'I'm not an anti-vaxxer': Ottawa measles patient urges everyone to get vaccinated

It was supposed to be a trip of a lifetime.

“It was surreal to be treated so well,” says Jayda Kelsall from her Ottawa apartment, “everything Harry Potter that we could find in London. It was amazing.”

Kelsall, 36, says she was selected by a charity to have a wish granted and travel to London England for Harry Potter tour from March 17th to 23rd. The Ottawa woman was diagnosed with a rare abdominal cancer four years ago. She’s had a string of surgeries that have left her without a spleen, uterus and cervix.

“It’s an incurable cancer so we watch and we wait,” says Kelsall with a brave smile.

“Because I’m young the statistics are fairly encouraging that I’ll get a bit more time than people in my situation who are older.”

Kelsall, who is used to feeling tired after her cancer diagnosis, started to feel “different” about one week after returning from London.

“Like more than my usual fatigue.”

On April 2nd Kelsall’s fever was so high she went to the Ottawa Hospital where doctors admitted her for observation, “it had to be addressed because I am immunocompromised and things can get serious pretty quickly.”

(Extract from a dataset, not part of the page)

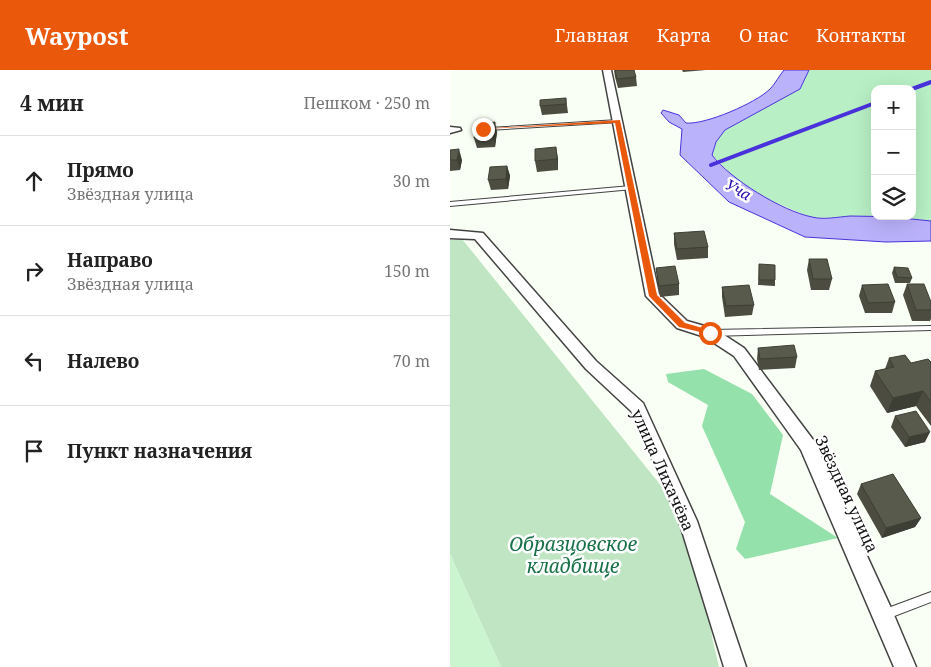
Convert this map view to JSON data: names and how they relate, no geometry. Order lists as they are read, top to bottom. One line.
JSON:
{"streets":{"street":["улица Лихачёва","Звёздная улица"]},"water":["Уча"],"parks":["Образцовское кладбище"],"page":{"header":"Waypost","nav":["Главная","Карта","О нас","Контакты"],"heading":["4 мин","Пешком · 250 m"],"map_buttons":["+","−"],"list":[["Прямо","Звёздная улица","30 m"],["Направо","Звёздная улица","150 m"],["Налево","70 m"],"Пункт назначения"]}}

By Wednesday Kelsall’s husband, Alex Da Silva, noticed something else.

“She got all these red bumps on her forehead,” Da Silva tells CTV.

“That’s when Infectious Disease was called in and they decided to isolate me,” Kelsall says.

Kelsall tested positive for the measles.

“Everyone was really baffled including myself,” she says, “I’m vaccinated.”

Doctors told Kelsall that the cancer and operations had left her with a weakened immune system, putting in her in the risk group for contracting measles.

Kelsall is now angry, urging everyone to get themselves and their children vaccinated.

“You shouldn’t have to get the measles if people were vaccinating properly that should be eliminating things like this.”

Now Kelsall wonders who else may have been exposed to the virus.

“It’s weird, almost a guilt tinged concern, I know it’s not my fault, I know I didn’t do anything wrong but I still feel responsible.”

After spending eight days in hospital, most of that time in isolation, Kelsall is now home with her husband again, no longer contagious.

“I can be touched,” she exclaims.

She says she wanted share her story in hopes of convincing others to get the shot.

“I’m not an anti-vaxxer, I’m not somebody who did anything wrong. I’m an immunocompromised cancer patient and this is why we should be vaccinating.”

Kelsall’s diagnosis is the second measles case in Ottawa. Ottawa Public Health says the two are not connected and believe both patients contracted the virus overseas.